Further, we cannot see. The single voice had become
a chorus, echoing into itself with an endless reverb. As it continued to speak
the multiple voices melded again into one melodic throat. You cannot save
them, those who were lost. Do not bear the burden of that grief. If you must
understand, go where I bid you. You must give up this path.
“I’ll do what I want.” Anger swelled in her chest like a
living fire, burning her insides as she reached for her power.
The ghost afterimage stared, a pained expression
stretching its features. It warped strangely over the face of the anchorwoman,
as if straining to remain corporeal. The eyes that were not eyes searched her
face; the lips that were not lips parted to speak.
You have all you need in your possession. Go to the
stones.
“I hate you.”
With those three words she let loose the hounds of her
power, the fury inspired force of her will unleashed thunder into the world.
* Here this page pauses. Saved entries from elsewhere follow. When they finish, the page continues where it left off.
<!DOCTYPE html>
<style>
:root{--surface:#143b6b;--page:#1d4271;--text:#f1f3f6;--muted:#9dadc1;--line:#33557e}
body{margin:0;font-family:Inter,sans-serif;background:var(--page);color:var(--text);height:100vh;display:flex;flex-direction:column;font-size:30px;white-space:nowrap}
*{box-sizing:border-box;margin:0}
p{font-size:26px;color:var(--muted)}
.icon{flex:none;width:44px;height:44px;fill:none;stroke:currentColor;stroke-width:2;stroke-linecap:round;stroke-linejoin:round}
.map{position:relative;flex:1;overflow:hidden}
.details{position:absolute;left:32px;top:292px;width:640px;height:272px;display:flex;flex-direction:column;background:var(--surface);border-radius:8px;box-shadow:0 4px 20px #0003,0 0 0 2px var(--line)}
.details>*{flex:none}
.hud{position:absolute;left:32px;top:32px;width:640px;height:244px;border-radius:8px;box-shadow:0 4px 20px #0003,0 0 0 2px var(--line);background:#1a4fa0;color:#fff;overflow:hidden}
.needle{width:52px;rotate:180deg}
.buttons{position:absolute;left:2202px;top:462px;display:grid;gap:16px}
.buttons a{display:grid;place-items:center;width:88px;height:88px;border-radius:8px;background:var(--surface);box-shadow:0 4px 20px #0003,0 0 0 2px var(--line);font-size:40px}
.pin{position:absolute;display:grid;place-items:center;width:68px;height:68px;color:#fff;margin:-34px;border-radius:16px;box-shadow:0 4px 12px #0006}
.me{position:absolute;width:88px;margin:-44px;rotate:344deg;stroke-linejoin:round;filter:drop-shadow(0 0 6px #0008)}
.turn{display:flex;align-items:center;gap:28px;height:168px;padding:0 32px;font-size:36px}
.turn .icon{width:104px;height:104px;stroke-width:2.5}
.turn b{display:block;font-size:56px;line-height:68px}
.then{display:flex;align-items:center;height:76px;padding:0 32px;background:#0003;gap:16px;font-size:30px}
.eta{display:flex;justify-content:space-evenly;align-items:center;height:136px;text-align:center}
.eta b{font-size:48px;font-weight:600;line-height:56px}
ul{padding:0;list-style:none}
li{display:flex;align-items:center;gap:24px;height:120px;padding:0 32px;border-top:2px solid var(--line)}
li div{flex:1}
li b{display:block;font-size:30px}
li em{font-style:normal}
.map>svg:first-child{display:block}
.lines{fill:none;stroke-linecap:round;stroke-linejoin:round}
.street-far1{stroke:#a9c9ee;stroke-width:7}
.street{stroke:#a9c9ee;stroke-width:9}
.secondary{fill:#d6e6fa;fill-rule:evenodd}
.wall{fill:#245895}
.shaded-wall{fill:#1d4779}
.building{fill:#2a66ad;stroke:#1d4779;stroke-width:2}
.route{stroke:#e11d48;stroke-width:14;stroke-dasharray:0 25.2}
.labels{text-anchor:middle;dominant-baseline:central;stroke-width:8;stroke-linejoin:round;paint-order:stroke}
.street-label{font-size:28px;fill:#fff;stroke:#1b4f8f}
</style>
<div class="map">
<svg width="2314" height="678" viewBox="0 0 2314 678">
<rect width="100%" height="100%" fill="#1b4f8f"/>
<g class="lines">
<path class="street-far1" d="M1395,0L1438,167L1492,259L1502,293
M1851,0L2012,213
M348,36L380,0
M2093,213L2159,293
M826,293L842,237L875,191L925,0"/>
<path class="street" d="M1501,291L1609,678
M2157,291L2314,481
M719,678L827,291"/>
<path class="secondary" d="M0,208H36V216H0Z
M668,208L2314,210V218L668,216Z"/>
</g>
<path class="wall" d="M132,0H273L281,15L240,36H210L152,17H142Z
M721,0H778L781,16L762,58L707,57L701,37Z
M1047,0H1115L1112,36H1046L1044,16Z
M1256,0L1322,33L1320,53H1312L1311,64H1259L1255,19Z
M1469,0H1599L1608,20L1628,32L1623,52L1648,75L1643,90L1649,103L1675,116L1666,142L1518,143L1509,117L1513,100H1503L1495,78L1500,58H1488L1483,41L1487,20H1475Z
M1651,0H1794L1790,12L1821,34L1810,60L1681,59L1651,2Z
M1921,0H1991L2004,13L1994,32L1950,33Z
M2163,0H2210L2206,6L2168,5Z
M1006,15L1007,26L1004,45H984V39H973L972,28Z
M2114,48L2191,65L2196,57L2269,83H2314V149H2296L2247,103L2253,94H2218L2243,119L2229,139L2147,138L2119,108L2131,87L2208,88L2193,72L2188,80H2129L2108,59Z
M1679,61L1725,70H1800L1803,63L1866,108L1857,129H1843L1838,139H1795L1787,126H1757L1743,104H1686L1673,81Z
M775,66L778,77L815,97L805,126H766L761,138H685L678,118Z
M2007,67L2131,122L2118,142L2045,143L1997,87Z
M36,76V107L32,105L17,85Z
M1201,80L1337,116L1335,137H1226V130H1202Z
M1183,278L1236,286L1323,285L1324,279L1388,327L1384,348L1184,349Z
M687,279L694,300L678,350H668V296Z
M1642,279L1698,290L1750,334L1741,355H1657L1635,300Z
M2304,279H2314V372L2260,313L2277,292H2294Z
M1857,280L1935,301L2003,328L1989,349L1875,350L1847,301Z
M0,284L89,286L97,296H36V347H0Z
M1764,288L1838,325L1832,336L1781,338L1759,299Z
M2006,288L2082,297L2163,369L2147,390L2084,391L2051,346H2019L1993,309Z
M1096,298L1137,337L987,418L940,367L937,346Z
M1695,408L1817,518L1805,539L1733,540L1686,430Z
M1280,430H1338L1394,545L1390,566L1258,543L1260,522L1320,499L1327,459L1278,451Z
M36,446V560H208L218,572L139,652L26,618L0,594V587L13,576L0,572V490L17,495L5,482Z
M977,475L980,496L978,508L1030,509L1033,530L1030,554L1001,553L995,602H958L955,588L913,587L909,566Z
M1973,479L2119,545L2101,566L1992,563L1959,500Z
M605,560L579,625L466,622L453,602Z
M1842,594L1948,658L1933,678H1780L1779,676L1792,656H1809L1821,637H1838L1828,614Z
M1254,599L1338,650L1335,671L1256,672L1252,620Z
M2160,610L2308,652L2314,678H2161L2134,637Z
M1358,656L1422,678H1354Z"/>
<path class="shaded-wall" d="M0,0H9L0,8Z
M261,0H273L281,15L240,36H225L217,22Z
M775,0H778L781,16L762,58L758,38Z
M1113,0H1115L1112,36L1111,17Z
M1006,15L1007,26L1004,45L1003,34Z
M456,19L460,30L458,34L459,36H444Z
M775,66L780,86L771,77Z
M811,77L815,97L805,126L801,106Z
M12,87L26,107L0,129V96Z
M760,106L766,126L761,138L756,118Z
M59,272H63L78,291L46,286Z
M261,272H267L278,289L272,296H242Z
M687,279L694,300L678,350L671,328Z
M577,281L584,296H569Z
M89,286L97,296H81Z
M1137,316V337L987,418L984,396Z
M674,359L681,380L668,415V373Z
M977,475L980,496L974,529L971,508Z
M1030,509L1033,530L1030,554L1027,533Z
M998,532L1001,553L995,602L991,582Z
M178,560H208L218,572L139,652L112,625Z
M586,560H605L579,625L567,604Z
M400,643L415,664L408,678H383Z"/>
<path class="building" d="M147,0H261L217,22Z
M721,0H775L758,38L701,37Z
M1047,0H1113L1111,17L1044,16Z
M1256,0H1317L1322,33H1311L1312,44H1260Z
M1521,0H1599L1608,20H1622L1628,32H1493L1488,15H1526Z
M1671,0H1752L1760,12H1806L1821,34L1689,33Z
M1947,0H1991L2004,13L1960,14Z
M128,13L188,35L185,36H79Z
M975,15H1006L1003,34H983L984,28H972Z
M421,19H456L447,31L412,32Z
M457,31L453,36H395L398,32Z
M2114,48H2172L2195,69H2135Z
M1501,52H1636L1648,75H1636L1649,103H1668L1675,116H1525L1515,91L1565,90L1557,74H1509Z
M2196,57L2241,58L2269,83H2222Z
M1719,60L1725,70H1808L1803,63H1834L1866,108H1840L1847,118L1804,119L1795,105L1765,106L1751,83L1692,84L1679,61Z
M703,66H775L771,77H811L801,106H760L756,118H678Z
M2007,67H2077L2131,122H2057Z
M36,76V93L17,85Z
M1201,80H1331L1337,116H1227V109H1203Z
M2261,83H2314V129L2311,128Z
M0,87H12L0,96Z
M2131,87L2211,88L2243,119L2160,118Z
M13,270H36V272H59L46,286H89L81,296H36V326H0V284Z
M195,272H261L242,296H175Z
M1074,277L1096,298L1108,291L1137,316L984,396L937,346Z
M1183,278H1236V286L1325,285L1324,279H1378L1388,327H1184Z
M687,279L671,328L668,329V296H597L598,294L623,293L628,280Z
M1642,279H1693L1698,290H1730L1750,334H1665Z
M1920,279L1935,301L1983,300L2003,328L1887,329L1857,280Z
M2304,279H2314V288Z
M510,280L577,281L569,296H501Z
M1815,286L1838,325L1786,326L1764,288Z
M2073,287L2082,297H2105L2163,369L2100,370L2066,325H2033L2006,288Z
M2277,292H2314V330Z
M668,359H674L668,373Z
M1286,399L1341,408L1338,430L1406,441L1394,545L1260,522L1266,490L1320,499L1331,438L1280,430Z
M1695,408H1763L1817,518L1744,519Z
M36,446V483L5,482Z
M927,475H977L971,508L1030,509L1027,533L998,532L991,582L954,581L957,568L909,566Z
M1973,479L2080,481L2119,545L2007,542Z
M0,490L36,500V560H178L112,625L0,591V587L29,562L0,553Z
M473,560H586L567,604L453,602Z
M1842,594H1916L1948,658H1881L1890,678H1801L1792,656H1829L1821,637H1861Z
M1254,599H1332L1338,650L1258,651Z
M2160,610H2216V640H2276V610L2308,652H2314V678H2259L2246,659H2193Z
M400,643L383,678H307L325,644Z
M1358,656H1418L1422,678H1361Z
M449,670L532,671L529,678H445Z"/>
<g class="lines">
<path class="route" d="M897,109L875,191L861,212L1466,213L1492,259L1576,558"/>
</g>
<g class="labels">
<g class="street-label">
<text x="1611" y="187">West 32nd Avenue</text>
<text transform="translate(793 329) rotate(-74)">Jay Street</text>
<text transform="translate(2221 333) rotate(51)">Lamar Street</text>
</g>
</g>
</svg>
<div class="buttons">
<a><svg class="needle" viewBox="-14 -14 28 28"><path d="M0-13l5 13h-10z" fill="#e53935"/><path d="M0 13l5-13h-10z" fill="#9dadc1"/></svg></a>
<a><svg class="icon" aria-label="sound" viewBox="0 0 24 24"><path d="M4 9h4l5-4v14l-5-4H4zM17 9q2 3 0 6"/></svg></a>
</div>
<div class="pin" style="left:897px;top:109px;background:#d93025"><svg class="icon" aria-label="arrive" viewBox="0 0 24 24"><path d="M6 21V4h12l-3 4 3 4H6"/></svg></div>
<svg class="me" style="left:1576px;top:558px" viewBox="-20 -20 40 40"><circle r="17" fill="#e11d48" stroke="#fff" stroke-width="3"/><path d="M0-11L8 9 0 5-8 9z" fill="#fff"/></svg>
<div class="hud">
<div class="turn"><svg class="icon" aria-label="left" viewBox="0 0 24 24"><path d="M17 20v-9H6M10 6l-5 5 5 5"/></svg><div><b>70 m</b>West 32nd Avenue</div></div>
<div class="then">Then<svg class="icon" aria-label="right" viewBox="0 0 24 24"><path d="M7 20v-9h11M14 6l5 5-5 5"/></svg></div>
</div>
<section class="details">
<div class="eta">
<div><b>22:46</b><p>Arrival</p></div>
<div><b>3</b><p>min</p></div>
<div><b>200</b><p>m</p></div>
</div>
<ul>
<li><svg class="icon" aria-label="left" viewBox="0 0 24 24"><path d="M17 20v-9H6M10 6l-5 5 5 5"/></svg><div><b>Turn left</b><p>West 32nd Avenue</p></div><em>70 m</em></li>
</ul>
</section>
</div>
The sound of a portcullis gate slamming boomed. On the TV screen, ghostly
vision ballooned outwards violently; the whole of the universe seemed to
suddenly expand, fiercely shoved away from her. The ghost’s chin dropped and it
vanished and the television screen itself disappeared into the ever-widening
distance. The darkness fell away.
In a blur, the world snapped back into focus like a
rubber-band snapping. Vex had dropped her food; and her ears rang like the
inside of a school bell on a Friday afternoon. Tears dripped down her cheeks in
part from the exertion and part from the content of the visions themselves. One
hand slowly extended to brace herself against the table.
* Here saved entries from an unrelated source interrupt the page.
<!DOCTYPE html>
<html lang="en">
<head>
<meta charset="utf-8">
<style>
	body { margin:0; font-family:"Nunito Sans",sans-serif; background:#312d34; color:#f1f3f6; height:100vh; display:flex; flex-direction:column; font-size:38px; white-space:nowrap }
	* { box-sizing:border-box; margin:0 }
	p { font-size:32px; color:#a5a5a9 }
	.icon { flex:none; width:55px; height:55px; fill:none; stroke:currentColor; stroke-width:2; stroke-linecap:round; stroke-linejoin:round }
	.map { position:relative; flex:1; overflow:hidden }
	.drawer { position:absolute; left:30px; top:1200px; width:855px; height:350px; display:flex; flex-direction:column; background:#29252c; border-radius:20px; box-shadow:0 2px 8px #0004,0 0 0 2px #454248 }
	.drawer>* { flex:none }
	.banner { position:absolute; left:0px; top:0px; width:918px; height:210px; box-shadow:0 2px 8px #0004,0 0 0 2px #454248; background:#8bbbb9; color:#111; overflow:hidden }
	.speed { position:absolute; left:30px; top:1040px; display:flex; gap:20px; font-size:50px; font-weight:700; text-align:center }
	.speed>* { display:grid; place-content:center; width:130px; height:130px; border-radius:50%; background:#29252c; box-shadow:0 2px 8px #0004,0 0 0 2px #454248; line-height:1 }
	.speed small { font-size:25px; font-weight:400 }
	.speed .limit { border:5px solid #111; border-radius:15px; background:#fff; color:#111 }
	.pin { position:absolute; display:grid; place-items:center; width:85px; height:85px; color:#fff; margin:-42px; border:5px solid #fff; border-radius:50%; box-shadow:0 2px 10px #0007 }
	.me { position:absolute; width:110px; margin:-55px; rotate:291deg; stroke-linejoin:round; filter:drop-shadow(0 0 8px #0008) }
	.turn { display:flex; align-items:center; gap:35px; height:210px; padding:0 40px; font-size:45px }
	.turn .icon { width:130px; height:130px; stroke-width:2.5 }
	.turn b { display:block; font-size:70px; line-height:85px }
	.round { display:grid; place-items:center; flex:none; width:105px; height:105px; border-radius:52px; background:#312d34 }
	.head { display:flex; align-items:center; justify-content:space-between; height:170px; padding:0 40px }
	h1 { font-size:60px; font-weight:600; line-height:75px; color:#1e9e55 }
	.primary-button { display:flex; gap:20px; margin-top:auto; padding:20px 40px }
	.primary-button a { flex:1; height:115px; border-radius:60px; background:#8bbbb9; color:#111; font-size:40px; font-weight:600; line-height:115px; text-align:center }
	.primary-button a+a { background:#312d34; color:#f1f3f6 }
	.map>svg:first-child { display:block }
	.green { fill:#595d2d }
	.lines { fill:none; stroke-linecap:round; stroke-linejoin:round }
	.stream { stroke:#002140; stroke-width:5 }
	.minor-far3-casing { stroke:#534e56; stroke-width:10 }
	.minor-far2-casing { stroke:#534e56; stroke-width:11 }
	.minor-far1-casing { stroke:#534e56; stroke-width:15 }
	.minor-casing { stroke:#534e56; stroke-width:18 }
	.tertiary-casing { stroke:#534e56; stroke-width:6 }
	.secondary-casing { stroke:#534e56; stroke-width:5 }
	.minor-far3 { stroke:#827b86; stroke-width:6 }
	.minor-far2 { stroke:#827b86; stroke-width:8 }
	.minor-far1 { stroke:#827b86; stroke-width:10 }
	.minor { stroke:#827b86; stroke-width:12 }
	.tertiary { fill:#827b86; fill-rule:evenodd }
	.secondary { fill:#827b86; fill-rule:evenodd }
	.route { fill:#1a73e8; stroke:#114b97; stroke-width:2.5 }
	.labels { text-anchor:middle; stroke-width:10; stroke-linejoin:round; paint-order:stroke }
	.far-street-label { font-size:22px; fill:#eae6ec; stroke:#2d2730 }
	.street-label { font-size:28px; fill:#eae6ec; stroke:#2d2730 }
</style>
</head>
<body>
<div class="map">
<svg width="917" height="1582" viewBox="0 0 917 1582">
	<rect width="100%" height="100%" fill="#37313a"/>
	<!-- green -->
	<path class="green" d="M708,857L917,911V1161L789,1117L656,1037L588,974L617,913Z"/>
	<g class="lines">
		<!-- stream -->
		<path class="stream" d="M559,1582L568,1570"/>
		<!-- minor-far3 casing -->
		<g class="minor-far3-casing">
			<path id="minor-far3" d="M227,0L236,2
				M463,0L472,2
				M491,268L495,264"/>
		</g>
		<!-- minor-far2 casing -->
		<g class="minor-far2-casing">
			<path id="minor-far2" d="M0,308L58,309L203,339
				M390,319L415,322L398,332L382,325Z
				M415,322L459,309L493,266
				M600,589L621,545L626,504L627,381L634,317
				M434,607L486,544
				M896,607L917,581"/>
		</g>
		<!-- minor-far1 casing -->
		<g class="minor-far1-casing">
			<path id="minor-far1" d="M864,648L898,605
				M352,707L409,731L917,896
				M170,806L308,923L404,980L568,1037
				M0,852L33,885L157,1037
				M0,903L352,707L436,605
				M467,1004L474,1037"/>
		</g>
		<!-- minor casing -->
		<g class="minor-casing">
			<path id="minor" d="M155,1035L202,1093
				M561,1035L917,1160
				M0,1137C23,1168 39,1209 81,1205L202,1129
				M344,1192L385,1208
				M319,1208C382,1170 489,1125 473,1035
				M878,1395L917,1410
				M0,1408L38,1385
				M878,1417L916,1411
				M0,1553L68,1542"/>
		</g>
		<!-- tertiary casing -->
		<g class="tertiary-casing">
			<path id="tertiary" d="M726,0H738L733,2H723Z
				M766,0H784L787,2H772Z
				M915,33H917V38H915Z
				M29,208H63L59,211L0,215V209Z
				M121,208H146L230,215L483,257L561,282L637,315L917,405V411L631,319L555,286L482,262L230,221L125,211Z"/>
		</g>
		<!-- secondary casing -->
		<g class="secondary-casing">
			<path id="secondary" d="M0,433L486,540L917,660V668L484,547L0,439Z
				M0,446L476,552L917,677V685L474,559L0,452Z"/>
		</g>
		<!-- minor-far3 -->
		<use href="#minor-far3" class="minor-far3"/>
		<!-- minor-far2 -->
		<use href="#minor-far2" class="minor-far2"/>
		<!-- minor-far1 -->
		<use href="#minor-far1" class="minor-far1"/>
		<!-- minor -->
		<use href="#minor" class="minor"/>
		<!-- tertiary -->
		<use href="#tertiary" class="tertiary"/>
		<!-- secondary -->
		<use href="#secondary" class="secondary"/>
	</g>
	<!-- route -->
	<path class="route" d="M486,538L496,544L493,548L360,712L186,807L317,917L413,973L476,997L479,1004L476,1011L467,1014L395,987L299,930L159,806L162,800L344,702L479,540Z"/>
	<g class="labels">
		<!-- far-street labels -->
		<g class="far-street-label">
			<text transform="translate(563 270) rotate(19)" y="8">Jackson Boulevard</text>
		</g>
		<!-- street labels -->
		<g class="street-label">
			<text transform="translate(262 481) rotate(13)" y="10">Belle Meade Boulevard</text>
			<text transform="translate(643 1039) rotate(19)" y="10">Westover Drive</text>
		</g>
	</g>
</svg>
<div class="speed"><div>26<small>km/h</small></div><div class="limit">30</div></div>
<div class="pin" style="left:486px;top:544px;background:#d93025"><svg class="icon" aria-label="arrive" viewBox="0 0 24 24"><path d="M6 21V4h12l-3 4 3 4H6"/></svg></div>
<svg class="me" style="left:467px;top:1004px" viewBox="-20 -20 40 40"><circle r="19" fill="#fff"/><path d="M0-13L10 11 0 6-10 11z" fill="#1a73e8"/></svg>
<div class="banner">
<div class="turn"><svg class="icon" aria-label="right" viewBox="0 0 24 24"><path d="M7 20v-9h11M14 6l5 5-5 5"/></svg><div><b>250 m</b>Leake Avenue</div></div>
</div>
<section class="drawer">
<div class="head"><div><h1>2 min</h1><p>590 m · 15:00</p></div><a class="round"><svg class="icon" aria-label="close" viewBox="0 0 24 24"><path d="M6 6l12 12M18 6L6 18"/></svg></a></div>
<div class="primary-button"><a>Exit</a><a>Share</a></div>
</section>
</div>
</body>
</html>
“Jesus-fucking-christ.” Patrick had also set down
his food. His eyes were rapt on the television screen. “My floor RA…the girl
who got murdered in the room next door to mine, she was something big in that
club. Covered her door with their butt ugly bumper stickers.
“They were some sort of holier-than-thou social club that
did community service, knocked on your door on Saturday afternoons, and gave
most Sororities a run for their money…”
He trailed off, eyes descending from the screen to look at
Vex. Suddenly, she wished that she could hide. Absently, her hand lifted to
wipe away one of the tears. She didn’t touch the other eye; she couldn’t
remember if she’d used the waterproof makeup or not—a smudge now would have
terrible consequences.
“Jesus, I’m sorry,” he said, reaching across the table.
“Did you see someone you know?”
Vex didn’t have the heart to say that in fact, she did,
instead something he’d just said stuck in her mind. She hardened her heart and
her voice.
“What did you just say?”
“Did you know someone in that club?”
She shook her head. “Before that.”
“Uh,” he said. “Well, this Sun Devil Social, the club they
just now mentioned on the news, the girl who lived next door to me belonged to
it. The one who was murdered… Her club.”
“Something’s not right about this,” she said. “I’m sorry.”
“Sorry about what?”
“I’m amazed I never said this earlier.” Vex dropped the
napkin onto her tray. “Patrick, take me to your room.”